Cumartesi, Mayıs 10, 2025

Vegan beslenme pazarı katlanarak büyüyor

Yaşar Üniversitesi İşletme Fakültesi İşletme Bölümü Dr. Öğretim Görevlisi Gizem Kurt, 2030’a kadar 152 milyar dolarlık pazar değerine ulaşacağı öngörülen vegan beslenme pazarının son yıllarda ülkemizde de hızla geliştiğini belirterek, yenilikçi ürün geliştirmek isteyen markalar için pazar potansiyelinin oldukça yüksek olduğunu söyledi. Hayvansal ürün tüketiminden kaçınan kişilere yönelik bitki bazlı farklı alternatifler sunan üreticiler açısından pazarda bir boşluk olduğunu vurgulayan Dr. Kurt, V-Label’ın, pazar araştırma ve danışmanlık şirketi FMCG Gurus ile birlikte yürüttüğü yeni araştırmaya göre, Türkiye’de 2014-2020 yılları arasında vegan tüketicilerin sayısında yüzde 395 oranında yükseliş olduğunu, bunun da büyük bir pazar potansiyeli barındırdığını belirtti.
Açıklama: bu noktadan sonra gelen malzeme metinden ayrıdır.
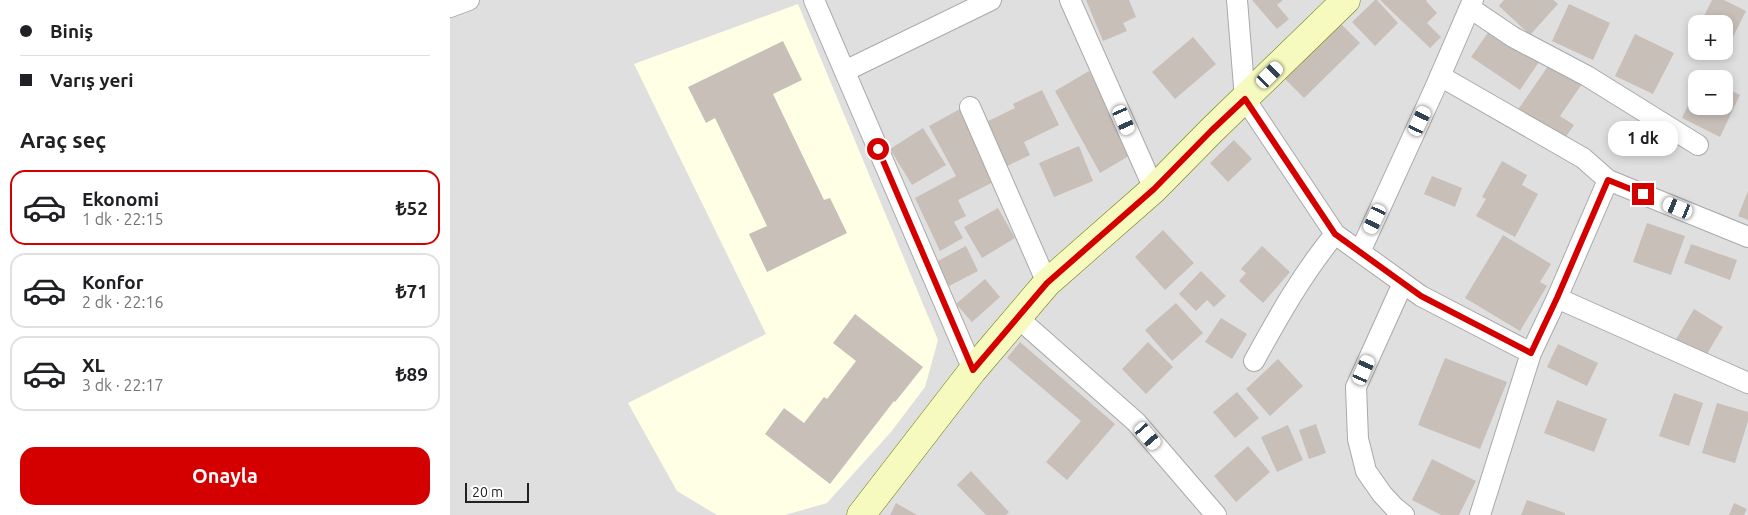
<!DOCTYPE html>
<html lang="tr">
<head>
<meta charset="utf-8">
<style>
  body { margin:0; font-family:Ubuntu,sans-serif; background:#f6f6f6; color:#202124; height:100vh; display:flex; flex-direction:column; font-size:19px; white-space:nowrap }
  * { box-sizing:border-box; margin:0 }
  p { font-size:16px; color:#757577 }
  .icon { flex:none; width:28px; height:28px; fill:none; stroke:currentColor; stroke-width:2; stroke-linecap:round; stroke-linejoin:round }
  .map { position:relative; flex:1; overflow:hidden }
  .panel { display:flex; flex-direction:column; background:#fff; width:450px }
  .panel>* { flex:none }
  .banner { display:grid; align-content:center; height:110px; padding:0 20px; background:#fff }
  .controls { position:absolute; left:1238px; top:15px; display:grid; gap:10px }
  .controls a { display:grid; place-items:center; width:45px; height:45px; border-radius:10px; background:#fff; box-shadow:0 2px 8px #0003; font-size:25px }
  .scale { position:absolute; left:15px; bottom:12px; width:64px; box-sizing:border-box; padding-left:5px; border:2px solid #222; border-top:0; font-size:14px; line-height:18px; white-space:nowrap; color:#222; -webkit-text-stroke:4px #fff; paint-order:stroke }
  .end { position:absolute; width:22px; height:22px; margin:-11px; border:6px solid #d40000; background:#fff; box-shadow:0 0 0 2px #fff }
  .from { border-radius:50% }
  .bubble { position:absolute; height:35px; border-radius:15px; background:#fff; box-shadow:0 2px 8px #0003; font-size:16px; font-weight:700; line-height:35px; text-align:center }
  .car { position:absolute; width:15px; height:30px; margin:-15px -8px; border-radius:6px; box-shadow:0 0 4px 1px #0007; background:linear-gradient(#fff 24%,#345 0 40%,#fff 0 76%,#345 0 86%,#fff 0) }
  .banner b { display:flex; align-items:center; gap:18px; height:48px; font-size:19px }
  .banner b+b { border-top:1px solid #e0e0e0 }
  .banner i { width:12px; height:12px; background:#202124 }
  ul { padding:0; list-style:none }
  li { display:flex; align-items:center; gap:15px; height:75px; margin:0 10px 8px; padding:0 10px; border:2px solid #e0e0e0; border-radius:15px }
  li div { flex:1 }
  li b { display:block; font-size:19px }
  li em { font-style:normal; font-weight:700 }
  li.selected { border-color:#d40000 }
  li>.icon { width:45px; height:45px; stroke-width:1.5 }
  h2 { padding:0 20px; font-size:22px; line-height:60px }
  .primary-button { display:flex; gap:10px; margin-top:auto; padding:10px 20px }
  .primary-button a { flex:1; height:58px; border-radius:15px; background:#d40000; color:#fff; font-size:20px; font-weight:700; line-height:58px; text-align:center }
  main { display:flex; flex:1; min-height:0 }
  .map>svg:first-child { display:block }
</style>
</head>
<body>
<main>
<section class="panel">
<div class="banner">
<b><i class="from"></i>Biniş</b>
<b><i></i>Varış yeri</b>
</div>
<h2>Araç seç</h2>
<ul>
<li class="selected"><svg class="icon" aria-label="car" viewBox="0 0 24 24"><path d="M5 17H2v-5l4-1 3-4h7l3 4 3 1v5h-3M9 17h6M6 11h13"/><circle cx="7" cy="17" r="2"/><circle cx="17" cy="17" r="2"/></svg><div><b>Ekonomi</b><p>1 dk · 22:15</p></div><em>₺52</em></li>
<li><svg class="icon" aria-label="car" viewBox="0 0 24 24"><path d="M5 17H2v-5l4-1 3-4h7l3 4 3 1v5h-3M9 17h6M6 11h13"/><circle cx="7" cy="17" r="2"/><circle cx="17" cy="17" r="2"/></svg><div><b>Konfor</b><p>2 dk · 22:16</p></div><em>₺71</em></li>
<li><svg class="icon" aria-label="car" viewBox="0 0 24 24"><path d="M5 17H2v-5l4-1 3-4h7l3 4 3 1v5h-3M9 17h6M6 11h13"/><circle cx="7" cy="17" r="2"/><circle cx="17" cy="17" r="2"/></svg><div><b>XL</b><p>3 dk · 22:17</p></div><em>₺89</em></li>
</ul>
<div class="primary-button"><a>Onayla</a></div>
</section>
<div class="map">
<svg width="1298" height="515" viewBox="0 0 1298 515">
  <rect width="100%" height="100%" fill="#f2efe9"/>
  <path fill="#e0dfdf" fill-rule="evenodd" d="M0,0h1298v515h-1298zM1246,24h28v27h-28zM1246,79h28v27h-28z"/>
  <path fill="#ffffe5" d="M348,4l140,336 -13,47 -34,45 -64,71 -42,12h-68l-40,-24 -49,-88 138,-69 -132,-270z"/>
  <path fill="#c7bfb8" d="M636,0h43l7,17 -13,6 4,8 -24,10z
    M802,0h31l-6,5 12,14 -12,10z
    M925,0h2l21,23 -23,23 -23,-24z
    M930,0h47l-1,1 11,12 -10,10 14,14 -11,11z
    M1054,0h49l5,4 -28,31 -31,-29z
    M1262,0h12l22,11 -19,38 -3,-2v-23h-24z
    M1119,4l41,19 -17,37 -41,-19z
    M890,23l20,20 -56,55 -20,-20z
    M1042,27l49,32 -21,31 -49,-33z
    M1185,34l39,19 -21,41 -38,-18z
    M743,37l23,27 -41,35 -23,-27z
    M333,41l19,39 -29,14 51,106 6,-2 17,35 -80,39 -18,-38 18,-8 -52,-108 -9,5 -18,-36z
    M1103,59l31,22 -24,35 14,9 -14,20 -45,-31z
    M639,71l45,82 -34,20 -45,-82z
    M1274,87l16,8 -20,42 -38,-19 14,-30v18h28z
    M592,90l17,35 -35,17 6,13 -25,12 -21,-44 31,-15 -2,-4z
    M510,109l37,71 -39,20 8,16 -12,6 9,16 -23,13 -25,-53 41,-22 -27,-50z
    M473,128l23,37 -34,20 -22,-36z
    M784,140l18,19 -24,23 -18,-19z
    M629,146l14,35 -39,16 -15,-34z
    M1052,161l25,14 -5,10 16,9 -23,43 -39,-21 10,-17 -4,-2z
    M982,176l30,12 -7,19 -31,-13z
    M1298,191v29l-10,-4z
    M548,208l17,30 -33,20 -18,-31z
    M1197,223l38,13 -14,39 -38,-13z
    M713,230l31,33 -29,27 -30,-33z
    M1053,235l48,29 -11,18 7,4 -27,45 -55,-33z
    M1241,244l46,16 -7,20 -46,-17z
    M516,246l12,25 -29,15 -13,-24z
    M812,246l28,26 -27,31 -24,-22 7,-8 -5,-4z
    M751,271l25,25 -12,11 -7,-7 -11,11 -17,-17z
    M535,279l15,18 -28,25 -16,-18z
    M726,303l27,30 -31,28 -27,-31z
    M1244,309l29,18 -19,32 -29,-18z
    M405,314l68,53 -28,35 -1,-1 -64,83 -65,-50 19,-26 20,15 20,-26 3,2 29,-38 -23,-18z
    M771,318l26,16 -15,25 -27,-17z
    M570,342l95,82 -48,56 -21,-18 35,-41 -74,-63z
    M698,342l25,25 -27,27 -24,-25z
    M1108,344l40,19 -11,23 -40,-19z
    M995,358l62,24 -27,67 -62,-24z
    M828,359l25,27 -33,30 -24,-27z
    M787,392l22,26 -24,20 -22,-26z
    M1224,393l29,10 -14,43 -30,-10z
    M1107,400l50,19 -13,33 -50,-19z
    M1267,403l31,9v9l-13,42 -33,-10z
    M866,424l10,29 -17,6 -10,-29z
    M838,425l15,35 -26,12 -16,-35z
    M798,446l22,26 -34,30 -22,-26z
    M982,459l44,22 -17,34h-18l-29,-15z
    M521,471l38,41 -3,3h-20l-29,-30z
    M1077,500l38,13v2h-44z
    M446,503l21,12h-27z
    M1284,503l13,6 -3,6h-15z"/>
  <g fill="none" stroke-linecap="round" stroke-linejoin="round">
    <g stroke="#a9a9a9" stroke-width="22">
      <path id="street" d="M364,0l159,370
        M620,0l84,189
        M787,0l8,99 90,135 86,62 110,57
        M0,7l19,-7
        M1020,8l43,29 74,39 111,69
        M395,71l146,-71
        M990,76l143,82 25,22 140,57
        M520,107l77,176
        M910,252l75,-164 38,-88
        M953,283l-47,104 2,52 8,32 16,23 13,14 9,7
        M1107,298l191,85
        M568,318l118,104 80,93
        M804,361c24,-44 49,-88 81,-127
        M1030,515l51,-162 26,-55 51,-118"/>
    </g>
    <g stroke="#707d05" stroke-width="29">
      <path id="secondary" d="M411,515l112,-145 74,-87 107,-94 57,-58 135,-131"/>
    </g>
    <use href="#street" stroke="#fff" stroke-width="20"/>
    <use href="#secondary" stroke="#f7fabf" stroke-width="28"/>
  </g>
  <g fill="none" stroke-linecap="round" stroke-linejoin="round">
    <path stroke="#d40000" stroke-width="6" d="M428,149l95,221 74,-87 107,-94 57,-58 34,-32 90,135 86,62 110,57 26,-55 51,-118 35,14"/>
  </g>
</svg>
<div class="controls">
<a>+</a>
<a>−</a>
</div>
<div class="scale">20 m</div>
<i class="end from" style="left:428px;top:149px"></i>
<i class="end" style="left:1193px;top:194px"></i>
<div class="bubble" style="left:1158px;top:121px;width:70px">1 dk</div>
<i class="car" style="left:820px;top:75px;rotate:45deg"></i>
<i class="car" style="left:674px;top:120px;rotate:156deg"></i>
<i class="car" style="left:970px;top:121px;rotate:25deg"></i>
<i class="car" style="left:1228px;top:208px;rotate:292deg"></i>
<i class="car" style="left:925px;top:219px;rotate:205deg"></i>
<i class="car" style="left:914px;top:370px;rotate:24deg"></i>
<i class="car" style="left:698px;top:436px;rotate:139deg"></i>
</div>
</main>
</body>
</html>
Earth System Science Data dergisinde yayınlanan Küresel Metan Bütçesi 2024 raporuna göre, günümüzde insan kaynaklı metan salınımının yüzde 40’ına yakınının hayvancılık endüstrisi kaynaklı olduğunu anlatan Dr. Kurt, “Bitki bazlı beslenme eğiliminin artması daha sürdürülebilir bir dünya için de katkı sağlayacak. Araştırmalar, insanların hayvanlara yedirdikleri mahsulleri hayvanları beslemek yerine kendilerinin tüketmesi durumunda dünyada açlık çeken insanların sayısında önemli bir azalma olacağını gösteriyor” diye konuştu.


“Sektör göz ardı edilemeyecek bir büyüklüğe ulaştı”

Uzmanlık alanı tüketici davranışları ve pazarlama olan Dr. Kurt, vegan beslenme pazarının gelecekte daha da stratejik bir öneme sahip olacağını belirterek, “Veganlık, hayvan hakları savunuculuğu veya dengeli-sağlıklı beslenme motivasyonlarıyla ilişkilendirilen bir beslenme türü. Konunun toplumsal ve insanı boyutunun yanında tüketici davranışları ve pazarlama yönünden bakacak olursak da artık bu sektör göz ardı edilemeyecek bir büyüklüğe ulaştı. Birçok büyük ölçekli firma ürün gamına vegan ürünleri eklemeye başladı” diye konuştu.


“Üreticiler açısından pazarda bir boşluk var”

Yenilikçi ürün ve üreticilerin önünün açık olduğunu ifade eden Dr. Kurt, “Hayvansal ürün tüketiminden kaçınan kişilere yönelik farklı alternatifler sunan üreticiler açısından pazarda bir boşluk var.  Üretici ve ürün geliştiriciler, bitki bazlı ürünlere ilginin artmasıyla farklı ürün formatları için de pazar oluşturmaya başladı. Daha önceleri soya sütünün hâkim olduğu bitki bazlı süt sektörü, artık bademden pirince, fındıktan yulafa ve hindistan cevizine kadar çok çeşitli bitkisel süt, peynir ve yoğurt seçenekleri sunuyor. Bu noktada bitkisel temelli beslenmek isteyen tüketiciye farklı alternatifler sunan üreticiler pazarda daha kalıcı bir yer edinebilir” dedi.